▸ THE TASK:
Copy the entries exactly. Leave out any pictures.

_ _ _ _ _

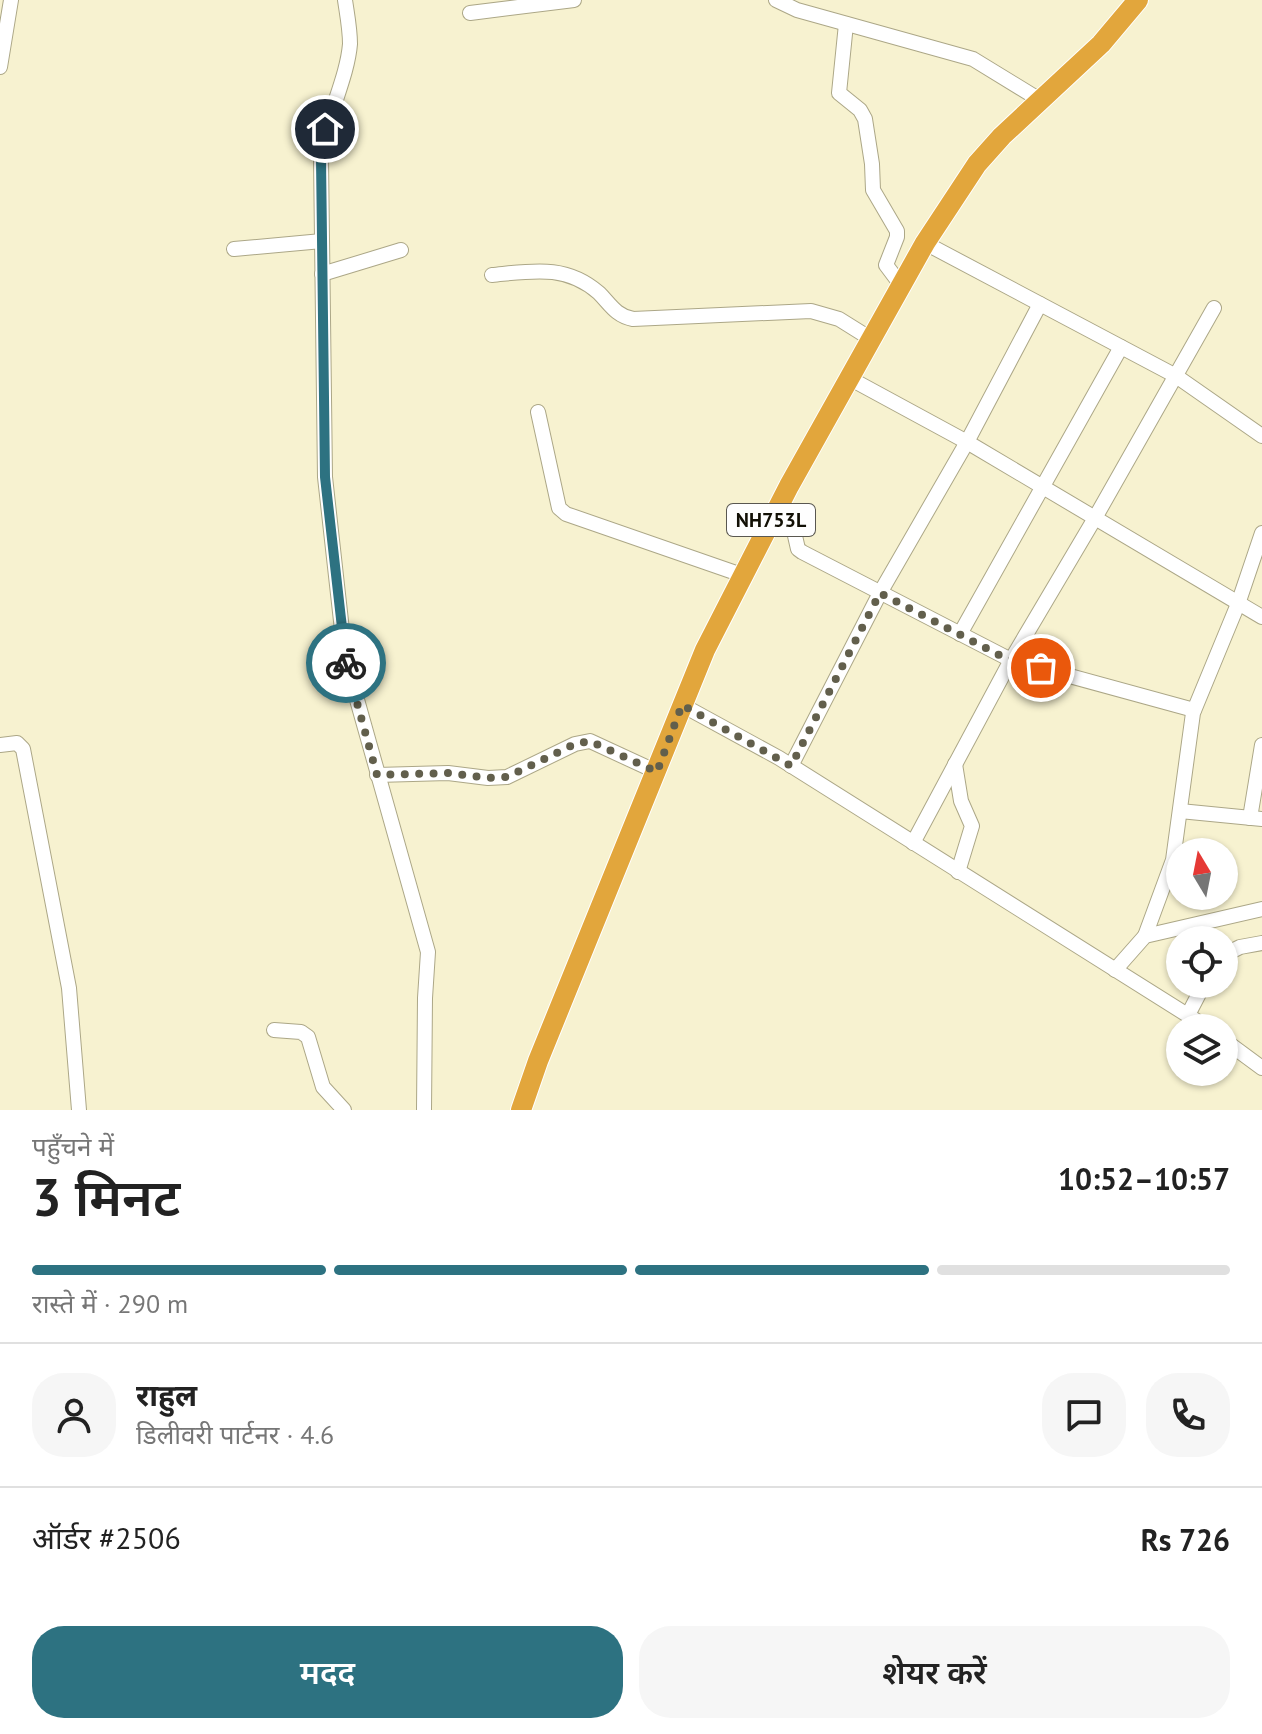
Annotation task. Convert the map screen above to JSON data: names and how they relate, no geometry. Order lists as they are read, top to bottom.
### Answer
{
  "streets": {
    "highway": ["NH753L"]
  },
  "north": "top",
  "page": {
    "heading": ["3 मिनट", "पहुँचने में", "10:52–10:57"],
    "panel": [
      "राहुल",
      "डिलीवरी पार्टनर · 4.6",
      "ऑर्डर #2506",
      "Rs 726"
    ],
    "bar": "रास्ते में · 290 m",
    "buttons": ["मदद", "शेयर करें"]
  }
}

_ _ _ _ _

▸ OUTPUT OF THE EXERCISE:
Annotation task. Convert the map screen above to JSON data: names and how they relate, no geometry. Order lists as they are read, top to bottom.
### Answer
{
  "streets": {
    "highway": ["NH753L"]
  },
  "north": "top",
  "page": {
    "heading": ["3 मिनट", "पहुँचने में", "10:52–10:57"],
    "panel": [
      "राहुल",
      "डिलीवरी पार्टनर · 4.6",
      "ऑर्डर #2506",
      "Rs 726"
    ],
    "bar": "रास्ते में · 290 m",
    "buttons": ["मदद", "शेयर करें"]
  }
}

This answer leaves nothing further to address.